Eotigan grinned his signature panty-dropper, like he’d just had Nyx kiss him. He knew whom had mouths slack behind him. Kam had made her choice with the silver tights. And he really did love staring—and smacking—her sweet, fair butt, imagining her out of them and filling his palms, so he let her wear it. Also he’d like to see who’d tell the avatar of Suratani, no. The girl ate giant 12ft tarantulas like fish. Good, luck.
"—the name of your vessel?" A sharp twang of a voice hit. The group had come up to the stocks table. It was the dwarf behind it that’d spoken. Eotigan detected immediately: a bitch hater. This fucker had voice like a dying train, freckles he initially thought was eczema, and his legs dangled up the seat. A hating, bitch dwarf.

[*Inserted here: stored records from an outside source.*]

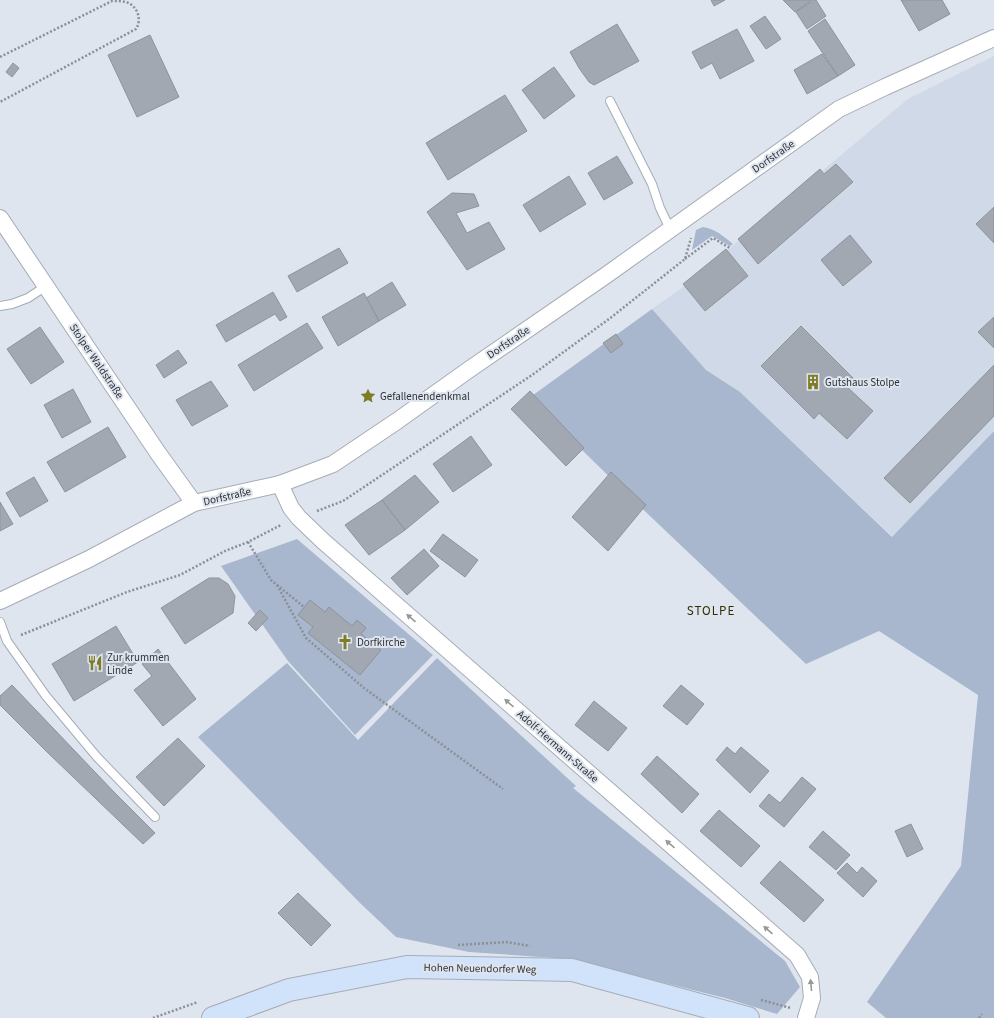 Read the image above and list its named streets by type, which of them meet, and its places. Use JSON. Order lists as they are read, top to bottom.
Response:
{
  "streets": {
    "main road": ["Hohen Neuendorfer Weg"],
    "street": ["Dorfstraße", "Stolper Waldstraße", "Adolf-Hermann-Straße"]
  },
  "crossings": [
    ["Dorfstraße", "Stolper Waldstraße"],
    ["Dorfstraße", "Adolf-Hermann-Straße"]
  ],
  "one_way": ["Adolf-Hermann-Straße"],
  "districts": ["STOLPE"],
  "places": {
    "building": ["Gutshaus Stolpe"],
    "place": ["Gefallenendenkmal"],
    "church": ["Dorfkirche"],
    "restaurant": ["Zur krummen Linde"]
  }
} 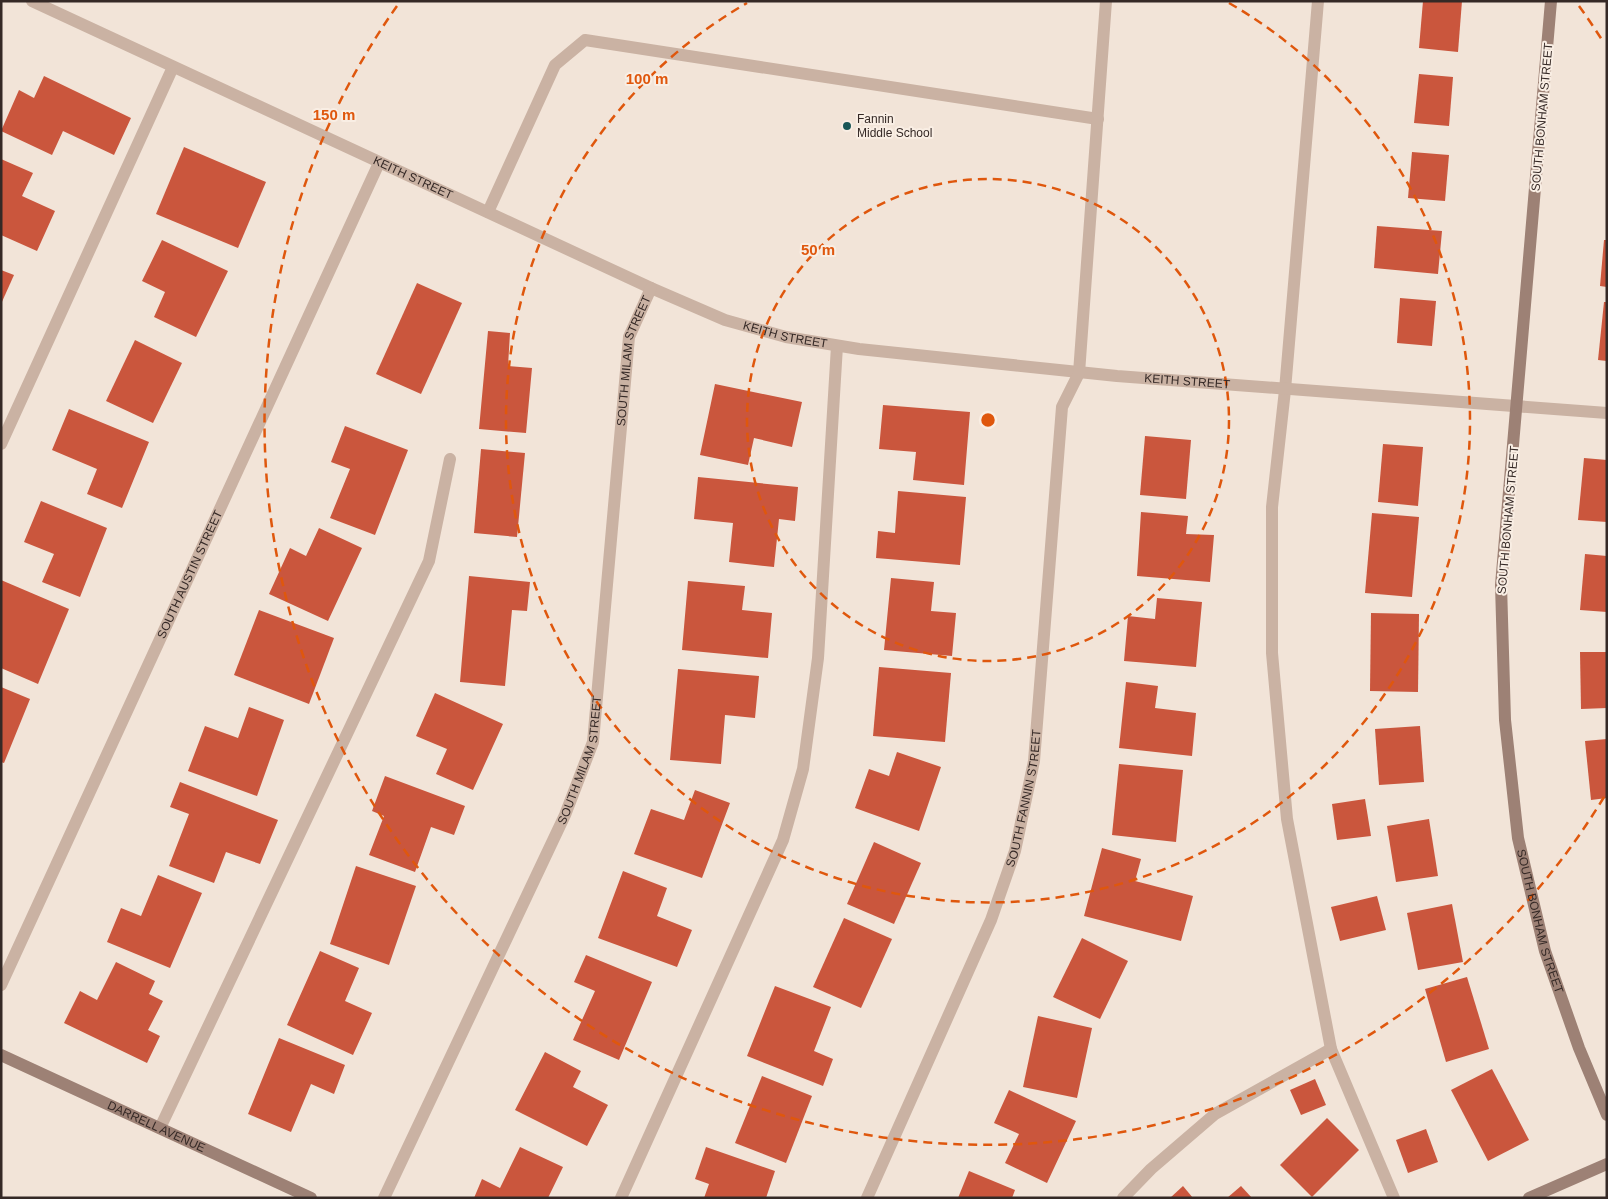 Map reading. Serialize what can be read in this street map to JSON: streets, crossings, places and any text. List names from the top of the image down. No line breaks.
{"streets":{"street":["SOUTH BONHAM STREET","KEITH STREET","SOUTH MILAM STREET","SOUTH AUSTIN STREET","SOUTH FANNIN STREET","DARRELL AVENUE"]},"crossings":[["SOUTH BONHAM STREET","KEITH STREET"],["KEITH STREET","SOUTH MILAM STREET"],["KEITH STREET","SOUTH AUSTIN STREET"],["KEITH STREET","SOUTH FANNIN STREET"]],"places":["Fannin Middle School"],"rings":["100 m","150 m","50 m"]} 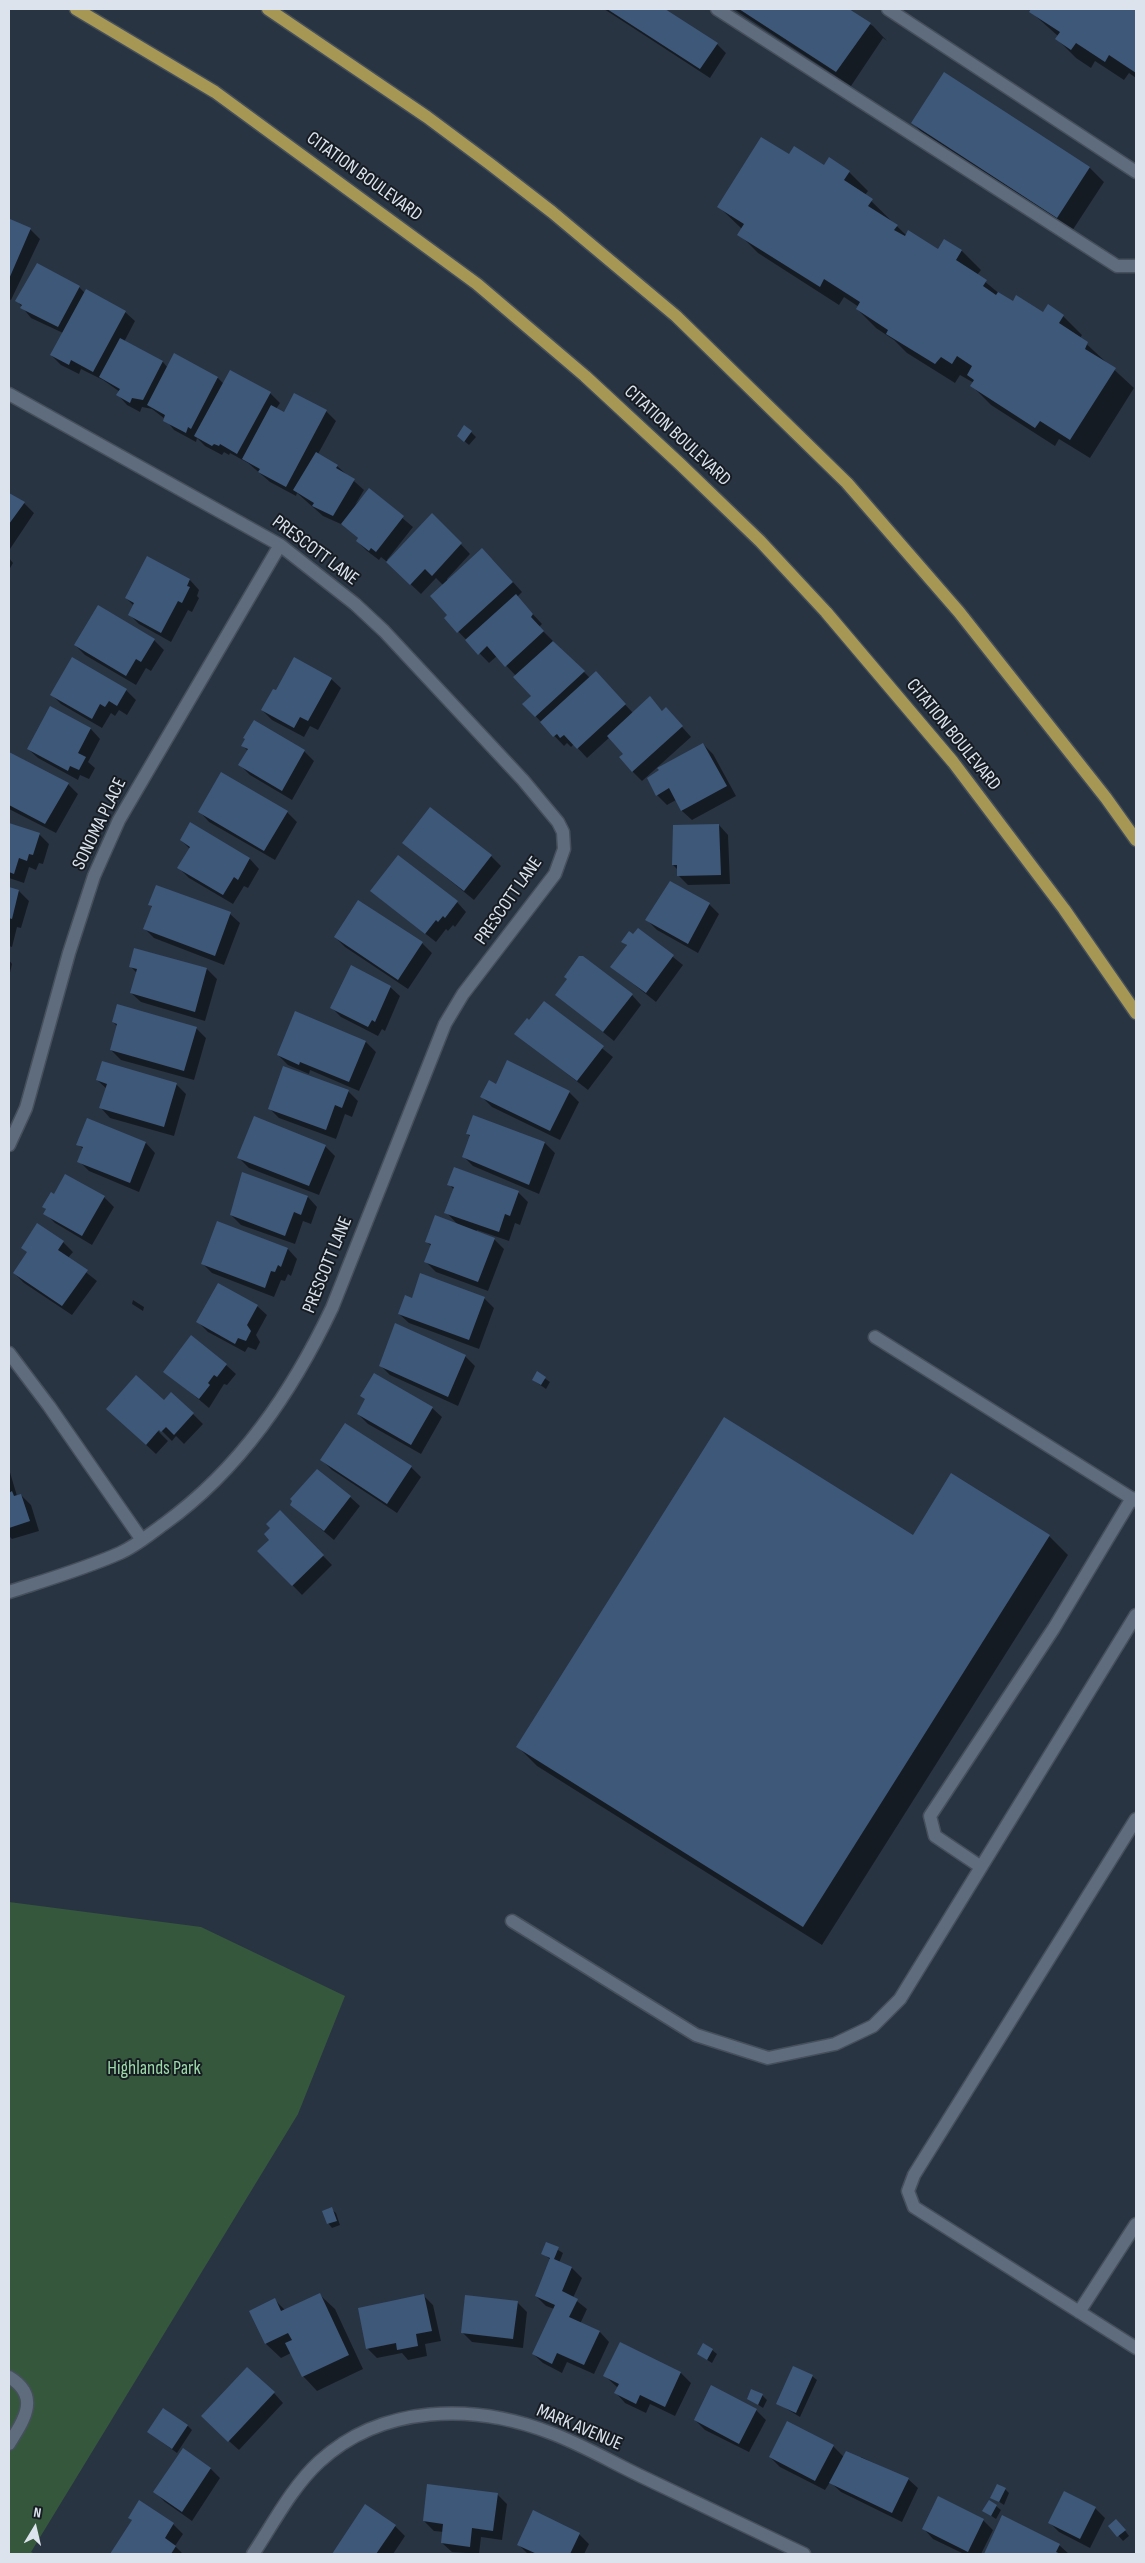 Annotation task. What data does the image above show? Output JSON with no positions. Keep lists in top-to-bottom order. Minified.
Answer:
{"streets":{"main road":["CITATION BOULEVARD"],"street":["PRESCOTT LANE","SONOMA PLACE","MARK AVENUE"]},"crossings":[["PRESCOTT LANE","SONOMA PLACE"]],"parks":["Highlands Park"],"north":"top"} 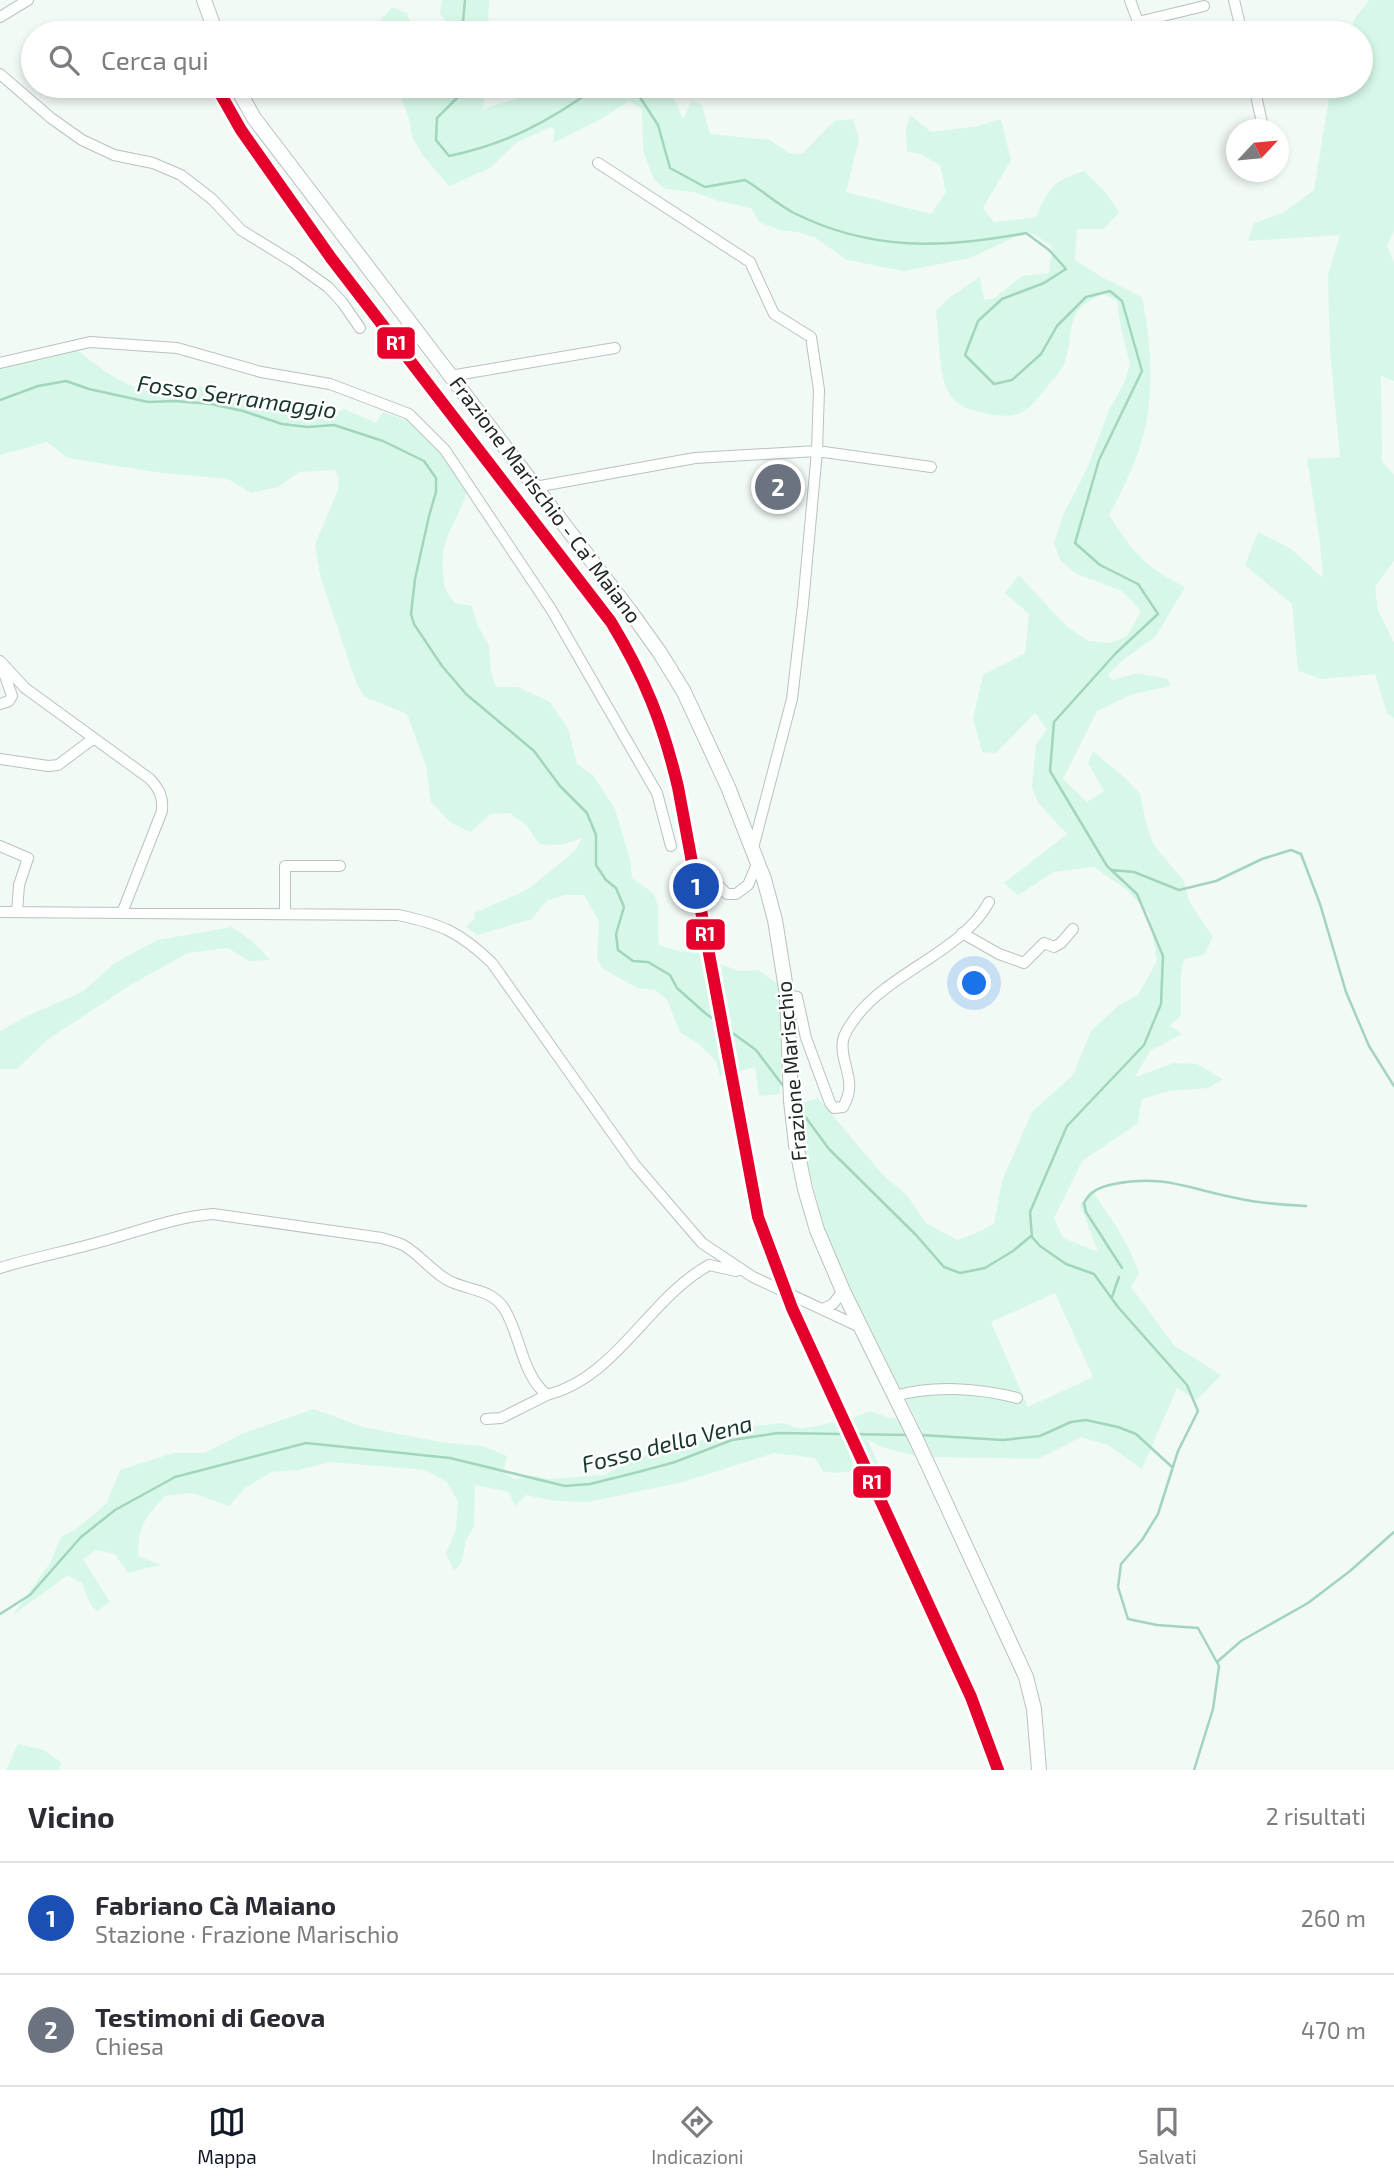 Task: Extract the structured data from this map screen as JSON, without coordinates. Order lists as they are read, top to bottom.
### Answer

The imp raised his ratchet uni-brow. His writing feather paused. "Did a roomful of passengers just make way for four deaf-mutes?"
"Her name’s Hippolyta, IMP!" Thyra stepped around to Eotigan’s side, "and make sure you put in the double p’s. You don’t look like you can spell."
The dwarf’s feather dropped from his little hand. His tub of ink toppled, spilling inventory and scrolls. He gasped. All over, mouths were agape. Eotigan smirked at the humbled man. ’In your face, bitch! That’s my girl.’ His hands burned to grab and devour Thyra. He’d trust her to put the leprous shit in his place. She was the mistress of roasts. Eotigan leaned what seemed as three hundred miles to be eye-level with the dwarf—his taller assistants struggling to save the monthly financial statements from ruin by the spill. Eotigan said in a terrible, confident whisper. "Please allow me to introduce myself..."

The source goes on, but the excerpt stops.